Más allá de la coyuntura de precios, el sector vive una importante reconversión estructural. La presión regulatoria y los hábitos de compra están acelerando el abandono de los sistemas de jaula. En una década, el porcentaje de explotaciones que utilizan este modelo ha caído del 48% en 2015 hasta el 25% en 2025. En su lugar, las granjas camperas ya representan el 33,21% del total, seguidas por las de suelo con un 30,38%.
Los datos de censo, no obstante, matizan la realidad de los sistemas. Aunque las granjas alternativas superan ampliamente en número a las convencionales, el 59,81% de las gallinas ponedoras en España sigue alojado en jaula. Aun así, la tendencia es clara y cuantificable: entre 2024 y 2025, el censo en sistemas sin jaula creció un 10,25%, un claro indicador de que la transformación avanza, aunque requiere inversiones sustanciales, planificación a largo plazo y adaptación técnica.
Demanda interna sólida y reorientación hacia Europa
El mercado doméstico responde con resiliencia a la subida de precios. El consumo de huevos en los hogares españoles registró un crecimiento del 3% entre noviembre de 2024 y 2025, y acumula un incremento del 15% respecto a 2015. Lo que consolida al producto como un básico en la cesta de la compra familiar española.
En el mercado exterior, el mapa comercial dibuja dos trayectorias claramente diferenciadas. Las importaciones totales han experimentado un repunte del 47% al comparar enero de 2025 con el mismo mes de 2026. Esto se produce por la necesidad puntual de cubrir picos de demanda interna y abastecer a la industria transformadora. Por otra parte, las exportaciones a la Unión Europea han crecido un 11,3%, impulsadas principalmente por los huevos de consumo (+32,37%). Francia, Países Bajos y Alemania se consolidan como destinos estratégicos, aprovechando la proximidad, la buena logística y la homologación de estándares.

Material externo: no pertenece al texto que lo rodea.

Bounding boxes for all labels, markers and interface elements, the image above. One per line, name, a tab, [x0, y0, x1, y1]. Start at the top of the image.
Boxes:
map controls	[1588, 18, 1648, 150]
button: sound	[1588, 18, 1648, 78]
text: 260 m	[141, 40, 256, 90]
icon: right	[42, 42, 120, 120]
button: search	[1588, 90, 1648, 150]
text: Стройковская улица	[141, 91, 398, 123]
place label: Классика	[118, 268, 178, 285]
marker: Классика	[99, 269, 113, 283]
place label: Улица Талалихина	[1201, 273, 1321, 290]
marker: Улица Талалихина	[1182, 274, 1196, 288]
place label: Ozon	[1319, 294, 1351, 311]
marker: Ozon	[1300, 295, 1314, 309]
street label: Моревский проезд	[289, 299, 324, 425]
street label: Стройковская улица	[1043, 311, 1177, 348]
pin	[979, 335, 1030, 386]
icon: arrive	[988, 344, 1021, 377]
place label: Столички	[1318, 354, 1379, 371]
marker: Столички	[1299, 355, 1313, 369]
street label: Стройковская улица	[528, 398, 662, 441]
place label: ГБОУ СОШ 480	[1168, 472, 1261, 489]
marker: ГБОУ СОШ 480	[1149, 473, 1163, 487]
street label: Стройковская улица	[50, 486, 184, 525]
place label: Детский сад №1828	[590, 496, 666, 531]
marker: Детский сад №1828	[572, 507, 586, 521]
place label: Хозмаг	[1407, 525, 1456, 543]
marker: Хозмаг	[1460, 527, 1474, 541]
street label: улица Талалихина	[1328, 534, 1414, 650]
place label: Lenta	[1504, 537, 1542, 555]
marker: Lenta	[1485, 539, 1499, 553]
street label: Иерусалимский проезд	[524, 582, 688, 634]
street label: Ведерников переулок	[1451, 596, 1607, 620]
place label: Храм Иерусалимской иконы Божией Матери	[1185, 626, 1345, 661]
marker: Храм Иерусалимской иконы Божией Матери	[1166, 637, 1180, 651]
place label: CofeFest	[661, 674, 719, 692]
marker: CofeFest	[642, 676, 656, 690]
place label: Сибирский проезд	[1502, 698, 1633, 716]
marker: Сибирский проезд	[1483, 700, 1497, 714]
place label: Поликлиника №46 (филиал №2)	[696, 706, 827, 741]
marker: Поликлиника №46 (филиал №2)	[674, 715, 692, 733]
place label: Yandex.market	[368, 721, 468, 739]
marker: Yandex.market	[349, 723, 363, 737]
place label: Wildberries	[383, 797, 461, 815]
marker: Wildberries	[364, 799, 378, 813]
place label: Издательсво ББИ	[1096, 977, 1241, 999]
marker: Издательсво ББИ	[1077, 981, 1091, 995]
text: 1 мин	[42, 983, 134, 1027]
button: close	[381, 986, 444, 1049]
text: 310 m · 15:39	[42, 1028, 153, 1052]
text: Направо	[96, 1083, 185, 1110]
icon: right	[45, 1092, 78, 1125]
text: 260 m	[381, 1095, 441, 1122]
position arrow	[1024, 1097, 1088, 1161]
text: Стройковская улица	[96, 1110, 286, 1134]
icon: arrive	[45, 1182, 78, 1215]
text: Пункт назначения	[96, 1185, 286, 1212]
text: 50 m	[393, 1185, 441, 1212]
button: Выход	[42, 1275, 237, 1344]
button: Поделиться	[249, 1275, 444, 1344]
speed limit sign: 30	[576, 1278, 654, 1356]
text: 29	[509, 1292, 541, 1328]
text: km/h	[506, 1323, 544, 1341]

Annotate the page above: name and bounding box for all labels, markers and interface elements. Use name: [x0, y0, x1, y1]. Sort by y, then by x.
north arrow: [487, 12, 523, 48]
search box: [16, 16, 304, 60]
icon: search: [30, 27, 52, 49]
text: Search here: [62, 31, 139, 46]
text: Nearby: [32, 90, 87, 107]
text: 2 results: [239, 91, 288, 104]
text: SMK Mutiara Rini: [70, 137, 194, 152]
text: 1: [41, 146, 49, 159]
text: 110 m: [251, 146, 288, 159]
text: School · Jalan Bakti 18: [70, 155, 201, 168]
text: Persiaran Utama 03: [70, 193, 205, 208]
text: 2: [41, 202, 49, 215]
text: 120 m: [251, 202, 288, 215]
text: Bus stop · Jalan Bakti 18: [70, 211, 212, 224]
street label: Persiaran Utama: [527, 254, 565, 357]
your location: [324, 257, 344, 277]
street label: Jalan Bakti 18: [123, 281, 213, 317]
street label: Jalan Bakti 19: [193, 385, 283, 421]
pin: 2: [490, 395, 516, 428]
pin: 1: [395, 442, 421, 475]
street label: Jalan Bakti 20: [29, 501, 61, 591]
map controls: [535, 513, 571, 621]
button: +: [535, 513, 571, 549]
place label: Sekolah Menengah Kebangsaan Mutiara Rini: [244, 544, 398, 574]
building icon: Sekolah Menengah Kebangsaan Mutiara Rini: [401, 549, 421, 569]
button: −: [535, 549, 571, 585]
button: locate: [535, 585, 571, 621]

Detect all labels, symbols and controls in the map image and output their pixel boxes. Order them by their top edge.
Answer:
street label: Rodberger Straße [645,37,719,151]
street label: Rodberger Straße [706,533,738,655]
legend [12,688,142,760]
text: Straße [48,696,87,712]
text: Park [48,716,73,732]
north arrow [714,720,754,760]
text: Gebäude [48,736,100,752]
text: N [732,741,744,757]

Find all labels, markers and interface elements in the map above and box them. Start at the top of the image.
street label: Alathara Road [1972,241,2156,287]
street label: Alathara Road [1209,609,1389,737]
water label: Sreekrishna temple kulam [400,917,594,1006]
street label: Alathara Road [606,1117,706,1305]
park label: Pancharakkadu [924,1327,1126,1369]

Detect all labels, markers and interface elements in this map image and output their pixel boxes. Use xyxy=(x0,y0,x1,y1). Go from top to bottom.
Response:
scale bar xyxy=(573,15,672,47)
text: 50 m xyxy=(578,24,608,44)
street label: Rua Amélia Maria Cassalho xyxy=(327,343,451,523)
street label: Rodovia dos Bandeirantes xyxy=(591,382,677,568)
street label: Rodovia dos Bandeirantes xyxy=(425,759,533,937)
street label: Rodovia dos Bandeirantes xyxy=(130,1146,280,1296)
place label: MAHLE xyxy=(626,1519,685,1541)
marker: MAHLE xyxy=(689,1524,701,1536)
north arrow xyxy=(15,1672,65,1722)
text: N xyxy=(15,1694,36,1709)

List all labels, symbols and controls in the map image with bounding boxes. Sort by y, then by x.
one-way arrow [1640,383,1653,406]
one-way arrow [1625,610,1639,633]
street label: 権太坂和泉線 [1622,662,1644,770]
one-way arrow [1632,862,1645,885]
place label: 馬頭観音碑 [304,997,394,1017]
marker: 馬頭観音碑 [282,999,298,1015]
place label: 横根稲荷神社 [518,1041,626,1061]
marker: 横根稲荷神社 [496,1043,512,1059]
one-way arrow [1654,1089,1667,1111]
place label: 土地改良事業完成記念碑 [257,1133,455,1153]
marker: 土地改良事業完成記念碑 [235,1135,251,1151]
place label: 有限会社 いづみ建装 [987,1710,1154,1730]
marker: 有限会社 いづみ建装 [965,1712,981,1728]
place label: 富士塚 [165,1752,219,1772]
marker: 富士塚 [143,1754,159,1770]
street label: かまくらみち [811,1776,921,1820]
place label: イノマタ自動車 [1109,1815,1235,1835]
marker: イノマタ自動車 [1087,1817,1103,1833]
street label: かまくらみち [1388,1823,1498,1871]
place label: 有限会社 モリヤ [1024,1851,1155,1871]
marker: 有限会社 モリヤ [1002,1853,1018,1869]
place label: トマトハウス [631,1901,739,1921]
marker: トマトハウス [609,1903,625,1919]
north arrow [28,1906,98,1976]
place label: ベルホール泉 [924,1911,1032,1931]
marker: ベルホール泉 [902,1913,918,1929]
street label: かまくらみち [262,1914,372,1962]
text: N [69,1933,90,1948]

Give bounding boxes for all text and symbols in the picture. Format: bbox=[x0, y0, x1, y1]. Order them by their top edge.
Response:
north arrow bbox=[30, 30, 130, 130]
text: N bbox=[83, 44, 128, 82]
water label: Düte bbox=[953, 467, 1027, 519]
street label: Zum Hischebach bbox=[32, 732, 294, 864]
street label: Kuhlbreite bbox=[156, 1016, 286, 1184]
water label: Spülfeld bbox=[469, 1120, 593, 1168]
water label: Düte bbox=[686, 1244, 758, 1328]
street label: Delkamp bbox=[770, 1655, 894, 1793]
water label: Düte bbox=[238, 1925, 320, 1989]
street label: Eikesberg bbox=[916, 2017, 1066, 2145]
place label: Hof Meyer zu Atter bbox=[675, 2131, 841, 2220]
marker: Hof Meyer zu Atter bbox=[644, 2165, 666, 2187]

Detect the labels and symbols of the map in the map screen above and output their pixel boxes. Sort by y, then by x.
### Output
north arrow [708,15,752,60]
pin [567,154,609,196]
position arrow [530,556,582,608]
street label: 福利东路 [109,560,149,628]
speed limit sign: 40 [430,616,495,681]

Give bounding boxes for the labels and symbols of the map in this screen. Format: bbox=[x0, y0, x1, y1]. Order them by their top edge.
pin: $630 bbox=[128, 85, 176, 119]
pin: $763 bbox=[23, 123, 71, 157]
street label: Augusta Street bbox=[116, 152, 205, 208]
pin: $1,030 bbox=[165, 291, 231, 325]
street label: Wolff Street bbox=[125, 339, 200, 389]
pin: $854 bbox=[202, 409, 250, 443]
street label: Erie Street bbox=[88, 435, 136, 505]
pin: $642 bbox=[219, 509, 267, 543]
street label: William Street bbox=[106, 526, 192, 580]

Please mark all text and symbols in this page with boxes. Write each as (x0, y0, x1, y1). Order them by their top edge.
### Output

El revés se produce fuera de las fronteras comunitarias: las ventas a terceros países se han desplomado un 54,06%, con enormes caídas en mercados tradicionales como el Reino Unido (-86,90%) y México (-65,63%). Este desequilibrio es reflejo tanto de barreras arancelarias y fitosanitarias, como de una estrategia sectorial que prioriza la estabilidad y los márgenes del mercado único europeo frente a la volatilidad extracomunitaria.
El primer trimestre de 2026 deja al avicultor de puesta español en una posición envidiable, pero no exenta de responsabilidades. Esta rentabilidad récord debería gestionarse con visión de futuro. Parte de estos excedentes podría destinarse a acelerar la reconversión hacia sistemas de bienestar animal, mejorar la eficiencia energética, digitalizar la gestión y fortalecer la trazabilidad. Al mismo tiempo, la reorientación comercial exige diversificar destinos, potenciar la marca “Huevo de España” y adaptar la oferta a los estándares de sostenibilidad que demanda el consumidor europeo.